In the U.S., a DBA is a business name that is different from your personal name, the names of your partners, or the officially registered name of your LLC or corporation. A DBA is also referred to as a fictitious name, assumed name, or trade name.
If you choose to name your business as anything other than your own personal name, then you’ll need to register it with the proper authorities.
For example, if John Smith sets up a personal training business, rather than operating under his own name, he instead chooses to name his business: “John Smith Fitness”. This name is considered an assumed name and John will need to register it with the appropriate local government agency.
The legal name of your business is required on all government forms and applications, including your application for employer tax IDs, licenses, and permits.
Do you need a DBA?
In general, there are two reasons why a business in the U.S. will need to get a DBA:
- For sole proprietors or partnerships: If your business has a different name than your own name, you’ll need to file for a DBA.
- For existing corporations and LLCs: If your business is already set up and you want to do business under a name other than your existing corporation or LLC name, you will need to register a DBA.
The Importance of a DBA
It sounds like a lot of unnecessary, extraneous paperwork, but there are a few important reasons to get your DBAs in order.
- If you’re a sole proprietor/partnership, it’s the simplest and least expensive way to use a business name.
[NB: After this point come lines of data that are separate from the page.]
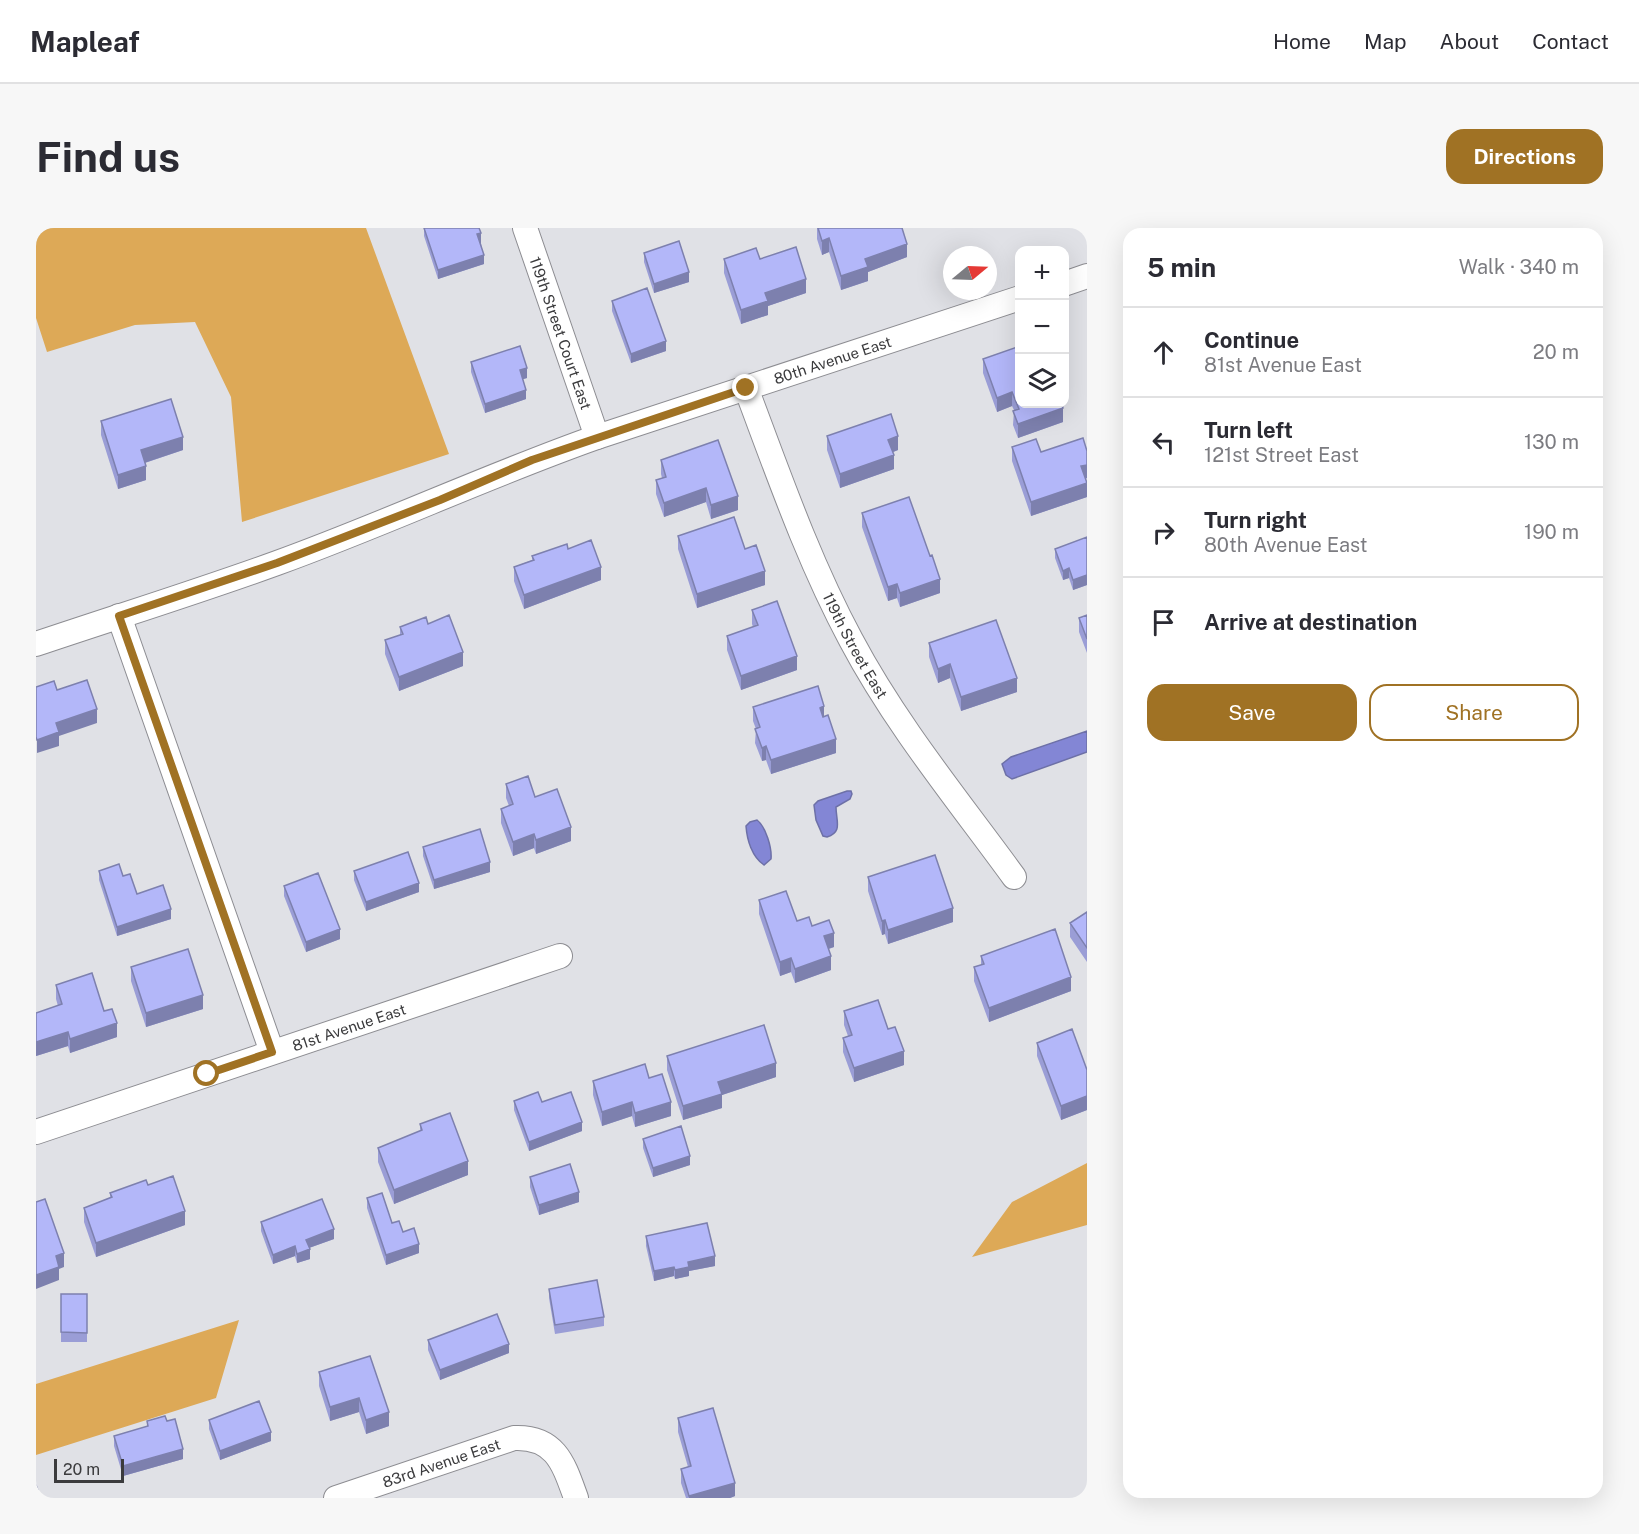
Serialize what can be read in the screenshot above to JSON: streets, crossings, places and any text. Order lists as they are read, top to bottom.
{
  "streets": {
    "street": [
      "119th Street Court East",
      "80th Avenue East",
      "119th Street East",
      "81st Avenue East",
      "83rd Avenue East"
    ]
  },
  "crossings": [
    ["119th Street Court East", "80th Avenue East"],
    ["80th Avenue East", "119th Street East"]
  ],
  "scale_bar": "20 m",
  "north": "right",
  "page": {
    "header": "Mapleaf",
    "nav": [
      "Home",
      "Map",
      "About",
      "Contact"
    ],
    "buttons": [
      "Directions",
      ["Save", "Share"]
    ],
    "title": "Find us",
    "heading": ["5 min", "Walk · 340 m"],
    "map_buttons": ["+", "−"],
    "list": [
      ["Continue", "81st Avenue East", "20 m"],
      ["Turn left", "121st Street East", "130 m"],
      ["Turn right", "80th Avenue East", "190 m"],
      "Arrive at destination"
    ],
    "scale": "20 m"
  }
}
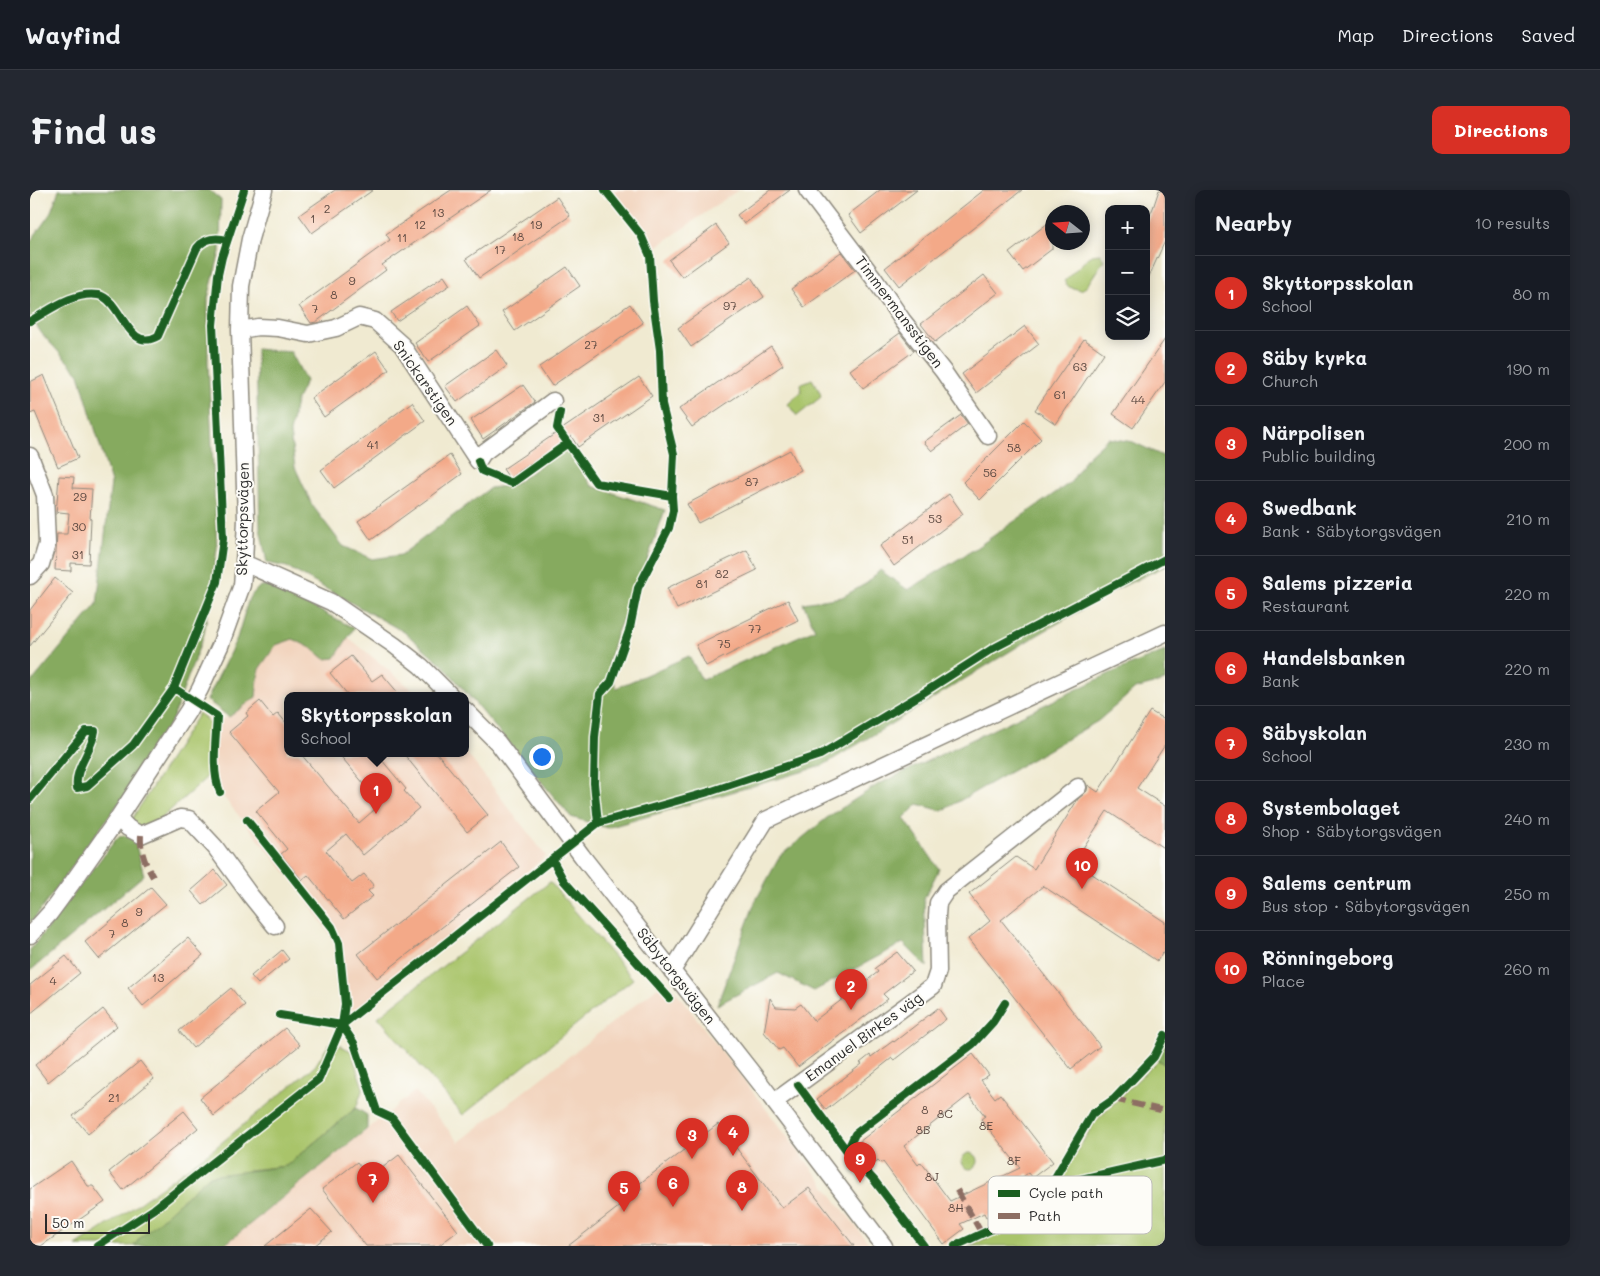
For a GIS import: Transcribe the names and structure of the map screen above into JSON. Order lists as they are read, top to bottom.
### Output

You can create a separate professional identity, without having to form an LLC or corporation. This also protects you so that people who use your marketplace don’t need to know your personal name.
- A DBA is required in order to open a bank account and receive payments in the name of your business if you’re a sole proprietor/partnership. Again, any processor we partner with will require this information before approving your marketplace business.
- For LLCs or corporations, a DBA will allow you to operate multiple businesses without having to form a separate LLC or corporation for each business. This will cut down on your paperwork and expenses when you’re operating multiple projects.
- Name recognition is crucial to a company’s success. Name acknowledgment is achieved when the business name is used in all transactions, from marketing and sales to everyone’s favorite, collecting money.
- It’s fun to create a catchy business name that can be related or not to what your marketplace will be showcasing.
Note: Filing a DBA is not the same as trademark protection. If you file a DBA, you have a right to use a business name, but you don’t have the right to prevent anyone else from using that same business name. If you want a higher level of protection, you need to register a trademark.
How do I file a DBA?
The rules, requirements, forms, and fees associated with filing a DBA are different in each state and county. Registering your DBA is done either in your county clerk’s office or with your state government, depending on where your business is located. The U.S. SBA provides a chart with state-by-state details for filing your DBA.